• _About this exercise_
Reproduce exactly the lines from the top of the records below through the line holding "height:8px; margin-top:-4px; transform-origin:0;".

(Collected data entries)

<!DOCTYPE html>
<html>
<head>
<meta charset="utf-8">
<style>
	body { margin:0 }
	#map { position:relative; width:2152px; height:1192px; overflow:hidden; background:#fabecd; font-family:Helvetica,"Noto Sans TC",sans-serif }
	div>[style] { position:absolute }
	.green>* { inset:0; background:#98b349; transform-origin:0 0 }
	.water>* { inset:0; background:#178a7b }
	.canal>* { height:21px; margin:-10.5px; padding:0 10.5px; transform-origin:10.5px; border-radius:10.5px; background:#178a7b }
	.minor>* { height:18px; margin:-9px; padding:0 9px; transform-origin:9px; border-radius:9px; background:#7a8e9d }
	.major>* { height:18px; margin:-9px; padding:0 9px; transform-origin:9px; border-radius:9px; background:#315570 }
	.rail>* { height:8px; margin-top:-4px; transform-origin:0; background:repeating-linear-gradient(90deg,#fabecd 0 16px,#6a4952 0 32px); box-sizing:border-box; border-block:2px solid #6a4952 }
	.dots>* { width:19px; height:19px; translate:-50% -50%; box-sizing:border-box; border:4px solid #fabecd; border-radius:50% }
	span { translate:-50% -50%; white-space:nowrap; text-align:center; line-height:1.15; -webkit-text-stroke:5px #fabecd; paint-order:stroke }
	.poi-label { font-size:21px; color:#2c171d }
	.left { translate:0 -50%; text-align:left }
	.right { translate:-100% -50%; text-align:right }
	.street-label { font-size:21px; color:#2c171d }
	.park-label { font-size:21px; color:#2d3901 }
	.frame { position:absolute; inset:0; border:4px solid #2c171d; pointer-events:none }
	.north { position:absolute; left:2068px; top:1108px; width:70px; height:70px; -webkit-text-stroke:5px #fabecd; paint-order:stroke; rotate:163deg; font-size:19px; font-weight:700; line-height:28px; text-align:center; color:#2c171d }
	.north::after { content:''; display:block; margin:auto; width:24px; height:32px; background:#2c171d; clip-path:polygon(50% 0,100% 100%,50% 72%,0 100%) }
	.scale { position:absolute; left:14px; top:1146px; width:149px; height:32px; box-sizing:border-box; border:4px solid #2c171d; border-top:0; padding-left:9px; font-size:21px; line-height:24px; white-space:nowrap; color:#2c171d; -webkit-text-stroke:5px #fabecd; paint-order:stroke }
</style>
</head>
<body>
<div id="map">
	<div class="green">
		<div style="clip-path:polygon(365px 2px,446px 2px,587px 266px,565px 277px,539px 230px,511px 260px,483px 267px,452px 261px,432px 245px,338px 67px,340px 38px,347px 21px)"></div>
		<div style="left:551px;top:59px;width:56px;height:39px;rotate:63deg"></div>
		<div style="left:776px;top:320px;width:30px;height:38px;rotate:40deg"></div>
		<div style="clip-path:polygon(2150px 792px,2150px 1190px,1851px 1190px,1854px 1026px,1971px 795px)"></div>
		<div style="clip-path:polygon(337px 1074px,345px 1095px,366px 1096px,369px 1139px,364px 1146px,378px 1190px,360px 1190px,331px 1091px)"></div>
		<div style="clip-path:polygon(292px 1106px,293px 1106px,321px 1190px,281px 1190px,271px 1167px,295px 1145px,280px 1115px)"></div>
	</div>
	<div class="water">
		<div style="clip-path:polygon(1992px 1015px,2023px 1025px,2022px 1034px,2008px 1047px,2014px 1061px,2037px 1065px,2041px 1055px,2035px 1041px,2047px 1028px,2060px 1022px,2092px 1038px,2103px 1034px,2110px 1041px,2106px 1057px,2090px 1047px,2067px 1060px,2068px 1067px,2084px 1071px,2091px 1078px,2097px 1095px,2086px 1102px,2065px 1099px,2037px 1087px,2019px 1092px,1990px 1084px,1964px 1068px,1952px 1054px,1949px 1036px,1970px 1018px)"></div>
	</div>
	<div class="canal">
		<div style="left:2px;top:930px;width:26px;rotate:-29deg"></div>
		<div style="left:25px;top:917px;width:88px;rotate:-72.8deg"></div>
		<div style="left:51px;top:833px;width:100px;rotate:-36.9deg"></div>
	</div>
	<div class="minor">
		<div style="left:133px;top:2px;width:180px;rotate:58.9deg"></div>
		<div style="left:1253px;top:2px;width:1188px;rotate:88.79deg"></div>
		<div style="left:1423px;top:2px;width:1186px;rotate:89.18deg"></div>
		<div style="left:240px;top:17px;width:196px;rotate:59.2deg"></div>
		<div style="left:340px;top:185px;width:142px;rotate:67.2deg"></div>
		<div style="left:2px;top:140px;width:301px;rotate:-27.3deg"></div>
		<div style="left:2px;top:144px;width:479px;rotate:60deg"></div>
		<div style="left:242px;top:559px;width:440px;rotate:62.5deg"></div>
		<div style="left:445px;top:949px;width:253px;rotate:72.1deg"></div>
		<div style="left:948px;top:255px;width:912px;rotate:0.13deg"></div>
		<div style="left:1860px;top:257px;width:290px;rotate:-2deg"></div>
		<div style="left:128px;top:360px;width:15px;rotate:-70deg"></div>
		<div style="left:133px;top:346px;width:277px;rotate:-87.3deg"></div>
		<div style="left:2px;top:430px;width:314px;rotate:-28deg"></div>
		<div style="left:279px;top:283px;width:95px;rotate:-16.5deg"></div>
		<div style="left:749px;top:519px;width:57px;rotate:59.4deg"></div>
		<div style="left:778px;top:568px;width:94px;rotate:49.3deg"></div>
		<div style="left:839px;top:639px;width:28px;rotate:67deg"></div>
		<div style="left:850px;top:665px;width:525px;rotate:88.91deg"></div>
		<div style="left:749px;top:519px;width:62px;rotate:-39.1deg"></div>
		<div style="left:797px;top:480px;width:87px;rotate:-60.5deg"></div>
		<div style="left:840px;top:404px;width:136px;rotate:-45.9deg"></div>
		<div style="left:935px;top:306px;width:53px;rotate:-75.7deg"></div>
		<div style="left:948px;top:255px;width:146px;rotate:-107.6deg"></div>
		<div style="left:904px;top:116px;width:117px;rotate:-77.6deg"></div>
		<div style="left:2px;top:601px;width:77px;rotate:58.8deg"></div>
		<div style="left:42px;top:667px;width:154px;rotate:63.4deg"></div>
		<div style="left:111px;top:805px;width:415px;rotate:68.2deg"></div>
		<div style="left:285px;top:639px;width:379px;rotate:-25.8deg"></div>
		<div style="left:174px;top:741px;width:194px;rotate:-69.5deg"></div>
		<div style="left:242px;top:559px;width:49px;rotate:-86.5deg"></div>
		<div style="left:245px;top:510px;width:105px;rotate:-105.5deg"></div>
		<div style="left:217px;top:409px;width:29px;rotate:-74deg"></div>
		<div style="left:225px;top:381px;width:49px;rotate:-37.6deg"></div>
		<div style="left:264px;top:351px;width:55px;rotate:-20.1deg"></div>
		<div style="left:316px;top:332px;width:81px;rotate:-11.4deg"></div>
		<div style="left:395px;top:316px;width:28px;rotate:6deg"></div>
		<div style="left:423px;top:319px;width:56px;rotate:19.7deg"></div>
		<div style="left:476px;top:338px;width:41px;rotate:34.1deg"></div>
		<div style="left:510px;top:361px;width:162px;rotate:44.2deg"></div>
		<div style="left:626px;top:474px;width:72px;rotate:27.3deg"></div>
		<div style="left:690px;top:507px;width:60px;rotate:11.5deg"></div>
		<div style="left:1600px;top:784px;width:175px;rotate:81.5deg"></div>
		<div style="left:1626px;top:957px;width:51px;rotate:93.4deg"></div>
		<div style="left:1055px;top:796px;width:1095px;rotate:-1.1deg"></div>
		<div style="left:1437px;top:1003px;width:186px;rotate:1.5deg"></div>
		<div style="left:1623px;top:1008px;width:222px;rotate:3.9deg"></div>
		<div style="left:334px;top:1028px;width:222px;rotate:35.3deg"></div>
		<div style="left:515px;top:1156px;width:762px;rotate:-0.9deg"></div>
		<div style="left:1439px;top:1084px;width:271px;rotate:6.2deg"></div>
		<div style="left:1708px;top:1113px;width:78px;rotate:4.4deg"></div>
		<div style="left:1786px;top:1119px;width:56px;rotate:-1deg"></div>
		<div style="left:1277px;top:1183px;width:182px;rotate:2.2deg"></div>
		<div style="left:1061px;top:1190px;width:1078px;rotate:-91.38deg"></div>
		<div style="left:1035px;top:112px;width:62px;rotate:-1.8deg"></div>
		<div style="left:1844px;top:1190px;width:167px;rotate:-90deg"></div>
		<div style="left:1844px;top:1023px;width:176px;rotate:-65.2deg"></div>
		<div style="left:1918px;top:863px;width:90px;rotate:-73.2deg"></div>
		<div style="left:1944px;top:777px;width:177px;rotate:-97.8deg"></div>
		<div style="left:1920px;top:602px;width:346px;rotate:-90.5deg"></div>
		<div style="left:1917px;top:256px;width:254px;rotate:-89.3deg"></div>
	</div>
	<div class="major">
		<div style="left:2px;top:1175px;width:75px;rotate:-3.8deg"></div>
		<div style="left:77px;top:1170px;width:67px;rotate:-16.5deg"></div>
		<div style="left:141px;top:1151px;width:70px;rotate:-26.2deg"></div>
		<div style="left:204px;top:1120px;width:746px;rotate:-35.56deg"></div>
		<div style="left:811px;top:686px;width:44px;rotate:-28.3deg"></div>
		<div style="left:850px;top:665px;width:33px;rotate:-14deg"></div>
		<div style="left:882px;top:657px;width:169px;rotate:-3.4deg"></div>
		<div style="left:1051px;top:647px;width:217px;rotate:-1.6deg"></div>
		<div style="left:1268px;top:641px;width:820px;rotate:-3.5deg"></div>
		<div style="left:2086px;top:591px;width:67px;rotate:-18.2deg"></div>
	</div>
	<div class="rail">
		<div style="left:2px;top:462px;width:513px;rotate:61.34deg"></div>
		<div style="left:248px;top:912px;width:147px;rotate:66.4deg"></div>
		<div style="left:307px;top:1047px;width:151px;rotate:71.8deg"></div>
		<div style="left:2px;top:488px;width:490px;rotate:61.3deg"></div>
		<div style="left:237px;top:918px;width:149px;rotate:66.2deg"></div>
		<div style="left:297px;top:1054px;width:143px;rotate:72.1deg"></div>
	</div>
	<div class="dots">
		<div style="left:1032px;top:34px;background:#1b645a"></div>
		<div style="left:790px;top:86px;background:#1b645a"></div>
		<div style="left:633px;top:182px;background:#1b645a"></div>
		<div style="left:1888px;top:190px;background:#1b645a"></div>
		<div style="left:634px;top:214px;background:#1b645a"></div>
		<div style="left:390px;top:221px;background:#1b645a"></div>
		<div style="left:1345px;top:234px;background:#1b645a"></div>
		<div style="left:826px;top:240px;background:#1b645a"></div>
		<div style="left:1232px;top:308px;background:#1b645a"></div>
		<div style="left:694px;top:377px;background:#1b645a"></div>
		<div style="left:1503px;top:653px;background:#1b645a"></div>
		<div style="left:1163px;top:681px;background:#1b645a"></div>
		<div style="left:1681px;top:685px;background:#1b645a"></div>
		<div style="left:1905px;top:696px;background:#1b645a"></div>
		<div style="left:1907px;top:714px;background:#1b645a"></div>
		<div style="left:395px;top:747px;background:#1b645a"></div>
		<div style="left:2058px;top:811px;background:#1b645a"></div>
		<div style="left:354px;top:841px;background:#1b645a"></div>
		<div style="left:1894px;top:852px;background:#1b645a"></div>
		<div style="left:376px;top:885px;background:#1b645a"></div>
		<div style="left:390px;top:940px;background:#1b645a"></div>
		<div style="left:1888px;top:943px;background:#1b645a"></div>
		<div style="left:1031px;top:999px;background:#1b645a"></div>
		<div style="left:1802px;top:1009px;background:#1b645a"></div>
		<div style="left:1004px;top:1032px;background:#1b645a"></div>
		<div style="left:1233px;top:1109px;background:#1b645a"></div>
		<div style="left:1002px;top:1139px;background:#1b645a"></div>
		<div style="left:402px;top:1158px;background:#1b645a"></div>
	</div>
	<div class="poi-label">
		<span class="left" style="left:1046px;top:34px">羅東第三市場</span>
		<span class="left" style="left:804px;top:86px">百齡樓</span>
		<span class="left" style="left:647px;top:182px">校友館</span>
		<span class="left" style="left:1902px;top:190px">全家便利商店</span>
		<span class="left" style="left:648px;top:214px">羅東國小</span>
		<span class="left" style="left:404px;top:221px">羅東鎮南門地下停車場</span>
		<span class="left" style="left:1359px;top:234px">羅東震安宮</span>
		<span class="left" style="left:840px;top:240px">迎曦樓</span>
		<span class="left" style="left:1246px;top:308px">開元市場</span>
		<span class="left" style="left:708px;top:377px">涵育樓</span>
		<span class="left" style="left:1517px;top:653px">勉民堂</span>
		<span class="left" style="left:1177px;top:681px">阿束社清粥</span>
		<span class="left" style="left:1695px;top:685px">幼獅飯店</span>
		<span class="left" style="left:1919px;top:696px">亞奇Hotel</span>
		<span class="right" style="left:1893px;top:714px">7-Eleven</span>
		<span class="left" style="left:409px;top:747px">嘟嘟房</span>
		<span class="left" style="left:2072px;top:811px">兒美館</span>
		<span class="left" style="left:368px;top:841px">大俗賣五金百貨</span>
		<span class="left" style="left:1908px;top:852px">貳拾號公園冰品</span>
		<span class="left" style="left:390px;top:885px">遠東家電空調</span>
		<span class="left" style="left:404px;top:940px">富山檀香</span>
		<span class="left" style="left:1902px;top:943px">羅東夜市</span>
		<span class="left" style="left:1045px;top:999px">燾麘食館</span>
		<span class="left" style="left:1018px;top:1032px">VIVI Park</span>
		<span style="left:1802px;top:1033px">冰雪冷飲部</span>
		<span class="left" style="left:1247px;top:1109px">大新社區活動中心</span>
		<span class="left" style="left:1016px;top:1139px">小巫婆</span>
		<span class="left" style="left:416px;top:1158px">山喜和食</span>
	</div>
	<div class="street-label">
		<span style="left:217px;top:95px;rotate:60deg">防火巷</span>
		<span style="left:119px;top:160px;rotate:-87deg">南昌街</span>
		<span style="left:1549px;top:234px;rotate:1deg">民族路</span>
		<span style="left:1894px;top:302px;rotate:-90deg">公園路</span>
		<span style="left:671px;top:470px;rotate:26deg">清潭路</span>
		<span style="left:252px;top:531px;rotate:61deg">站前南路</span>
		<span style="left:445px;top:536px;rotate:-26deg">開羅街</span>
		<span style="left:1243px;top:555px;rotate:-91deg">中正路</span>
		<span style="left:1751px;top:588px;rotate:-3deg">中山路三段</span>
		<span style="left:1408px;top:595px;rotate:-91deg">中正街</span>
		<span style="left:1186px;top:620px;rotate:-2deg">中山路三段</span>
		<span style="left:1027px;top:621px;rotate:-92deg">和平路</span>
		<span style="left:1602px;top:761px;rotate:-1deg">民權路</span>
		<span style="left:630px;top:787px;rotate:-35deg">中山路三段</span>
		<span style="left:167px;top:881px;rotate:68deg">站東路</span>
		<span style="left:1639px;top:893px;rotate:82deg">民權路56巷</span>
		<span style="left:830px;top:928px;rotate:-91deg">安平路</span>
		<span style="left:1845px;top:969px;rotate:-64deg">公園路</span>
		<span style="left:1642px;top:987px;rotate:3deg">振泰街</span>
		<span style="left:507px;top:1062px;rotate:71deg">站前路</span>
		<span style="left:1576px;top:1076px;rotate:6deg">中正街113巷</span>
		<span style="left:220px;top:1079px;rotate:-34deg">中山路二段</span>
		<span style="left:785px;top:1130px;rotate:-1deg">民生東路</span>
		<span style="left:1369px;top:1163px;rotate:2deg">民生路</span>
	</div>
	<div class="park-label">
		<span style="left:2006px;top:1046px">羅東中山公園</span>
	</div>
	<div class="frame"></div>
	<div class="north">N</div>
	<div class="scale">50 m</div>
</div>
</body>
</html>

• _Answer for the task_
<!DOCTYPE html>
<html>
<head>
<meta charset="utf-8">
<style>
	body { margin:0 }
	#map { position:relative; width:2152px; height:1192px; overflow:hidden; background:#fabecd; font-family:Helvetica,"Noto Sans TC",sans-serif }
	div>[style] { position:absolute }
	.green>* { inset:0; background:#98b349; transform-origin:0 0 }
	.water>* { inset:0; background:#178a7b }
	.canal>* { height:21px; margin:-10.5px; padding:0 10.5px; transform-origin:10.5px; border-radius:10.5px; background:#178a7b }
	.minor>* { height:18px; margin:-9px; padding:0 9px; transform-origin:9px; border-radius:9px; background:#7a8e9d }
	.major>* { height:18px; margin:-9px; padding:0 9px; transform-origin:9px; border-radius:9px; background:#315570 }
	.rail>* { height:8px; margin-top:-4px; transform-origin:0; background:repeating-linear-gradient(90deg,#fabecd 0 16px,#6a4952 0 32px); box-sizing:border-box; border-block:2px solid #6a4952 }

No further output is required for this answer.